If you hear them talk about trees, about how they love
them…there is there something very old that has nothing to
do with Christianity, which had to be made present through
its absence. The film is a fresco, an epic of the Northeast,
it’s vaster than a small chapel in an artificial world, with
the village priest, etc. I think that a film with all that as a
subject should to be made differently than the one we
made, with other implications.

Cahiers. But you can’t deny the Church’s influence
recently in the North of Portugal. What did it use among
the peasants in order to make them move politically?

A. Reis. You know as well as I the priest’s game with
the peasants. He manipulates them with death, the afterlife,
he scares them. He uses the fact that the people, for the
time being, need certain fetishes, so it’s easy to impress
them. But does this mean that deep down the people are
what they say to the priest, what they do with him? No.
All that we feel, when we’re in contact with the peasants,
about their revolt, about their philosophy, about their daily
life, is that there are very different religions, more

Cahiers. That would be in keeping with the feeling at
very the beginning of the film where we see a child, a
shepherd, who sees an inscription on a rock, an inscription
that refers to a very distant past.

A. Reis. You know, there are three shepherds in the
film. All three are different. The first, the one you’re
talking about, is a force of nature. He is like a Fulani in
Africa or a shepherd in the Middle East, a shepherd who
has a profession, a code with his sheep, who walks in the
night, who still belongs a bit to the Neolithic age. What he
says to his sheep is a code where it is difficult to separate
the music, the phonetic and lexical aspects: you feel a
shock between these elements. And he speaks a subdialect
older than Portuguese. He is very different from the last
shepherd. He’s a primitive in the good sense of the term.

Cahiers. How did the idea of the film come to you?

A. Reis. I’ve already said that Margarida was born
there. As for me, I was born in an already eroded province
lacking force, lacking beauty, lacking expression, 6 km
from Porto. So inside me I had the desire to be reborn
somewhere else. And the first time that I went to Tràs-os-
Montes with an architect friend, I felt that I was born
there. So, I’d known the province for several
years and, in working with Margarida, in going there
often, I said to myself that it would be nice to make a
film there because everything came together in a
cinematographic sense. To the point that when we began
shooting, a lot of location scouting had been done long
before. That doesn’t mean that we didn’t plan things, but it
was a flexible plan. In many scenes, for example, it is very
difficult to distinguish what was filmed en direct
from what was not. The dialectic of these two
aesthetic positions was hellish for us. But we believe
we’ve succeeded in making, not a synthesis, but a
confrontation of contraries. Even en direct, on the one
hand, we needed all the speed and all the surprise but, at
the same time, we cleaned up some parasitic things that
didn’t make sense or that were gratuitously populist. And
for that, we needed an insect’s eye.

Cahiers. I had the feeling that, during the whole first
part (the one with the children), you were using the fiction
to progressively bring out more naked information, more
closely related to what one expects from a documentary.

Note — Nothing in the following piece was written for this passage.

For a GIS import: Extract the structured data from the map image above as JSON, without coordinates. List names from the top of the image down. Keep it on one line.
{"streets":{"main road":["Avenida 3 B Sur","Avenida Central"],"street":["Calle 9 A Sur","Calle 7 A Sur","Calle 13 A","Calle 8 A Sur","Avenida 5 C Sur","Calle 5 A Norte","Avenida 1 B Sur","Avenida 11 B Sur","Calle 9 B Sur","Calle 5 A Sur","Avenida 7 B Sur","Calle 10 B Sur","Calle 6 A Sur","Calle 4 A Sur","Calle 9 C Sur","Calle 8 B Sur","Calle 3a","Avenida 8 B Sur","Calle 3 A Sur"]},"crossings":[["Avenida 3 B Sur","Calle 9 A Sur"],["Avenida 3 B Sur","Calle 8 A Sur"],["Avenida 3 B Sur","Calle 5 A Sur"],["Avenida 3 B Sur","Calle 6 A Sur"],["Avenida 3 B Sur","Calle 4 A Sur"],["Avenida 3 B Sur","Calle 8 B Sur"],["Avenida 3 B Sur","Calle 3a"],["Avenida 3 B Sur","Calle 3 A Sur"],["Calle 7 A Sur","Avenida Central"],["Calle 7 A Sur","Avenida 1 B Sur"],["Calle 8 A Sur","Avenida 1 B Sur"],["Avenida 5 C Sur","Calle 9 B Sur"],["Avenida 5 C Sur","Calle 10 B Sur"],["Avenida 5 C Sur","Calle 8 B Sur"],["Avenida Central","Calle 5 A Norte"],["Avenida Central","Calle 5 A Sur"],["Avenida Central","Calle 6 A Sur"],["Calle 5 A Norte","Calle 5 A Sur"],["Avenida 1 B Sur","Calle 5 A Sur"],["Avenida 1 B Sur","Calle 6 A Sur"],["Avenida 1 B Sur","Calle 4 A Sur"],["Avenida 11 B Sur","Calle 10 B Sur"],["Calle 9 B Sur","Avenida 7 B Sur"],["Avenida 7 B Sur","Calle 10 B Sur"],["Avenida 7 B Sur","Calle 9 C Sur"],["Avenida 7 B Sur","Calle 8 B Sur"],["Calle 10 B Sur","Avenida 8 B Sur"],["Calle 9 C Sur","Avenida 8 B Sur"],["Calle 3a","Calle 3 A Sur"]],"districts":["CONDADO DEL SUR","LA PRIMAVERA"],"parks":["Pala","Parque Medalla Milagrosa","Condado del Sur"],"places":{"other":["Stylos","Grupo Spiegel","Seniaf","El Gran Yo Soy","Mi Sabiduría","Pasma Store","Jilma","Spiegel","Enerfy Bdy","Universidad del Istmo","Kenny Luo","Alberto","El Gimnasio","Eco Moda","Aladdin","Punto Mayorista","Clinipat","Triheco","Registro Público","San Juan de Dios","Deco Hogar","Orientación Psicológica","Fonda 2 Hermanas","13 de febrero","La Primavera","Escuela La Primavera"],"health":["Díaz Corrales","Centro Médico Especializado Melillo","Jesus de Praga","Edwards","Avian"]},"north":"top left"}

A. Reis. But when the mother is telling the story of
Blanchefleur, is it fiction or documentary? It’s both. In a
village it can happen that an event is fiction. So what is
surprising about a village is that if you are there, you see
only the golden dust, animals at the spring, etc. But if we
can go from one house to another, then to a river, then
through a door, things become so complex that you
can no longer talk simply about fiction and documentary.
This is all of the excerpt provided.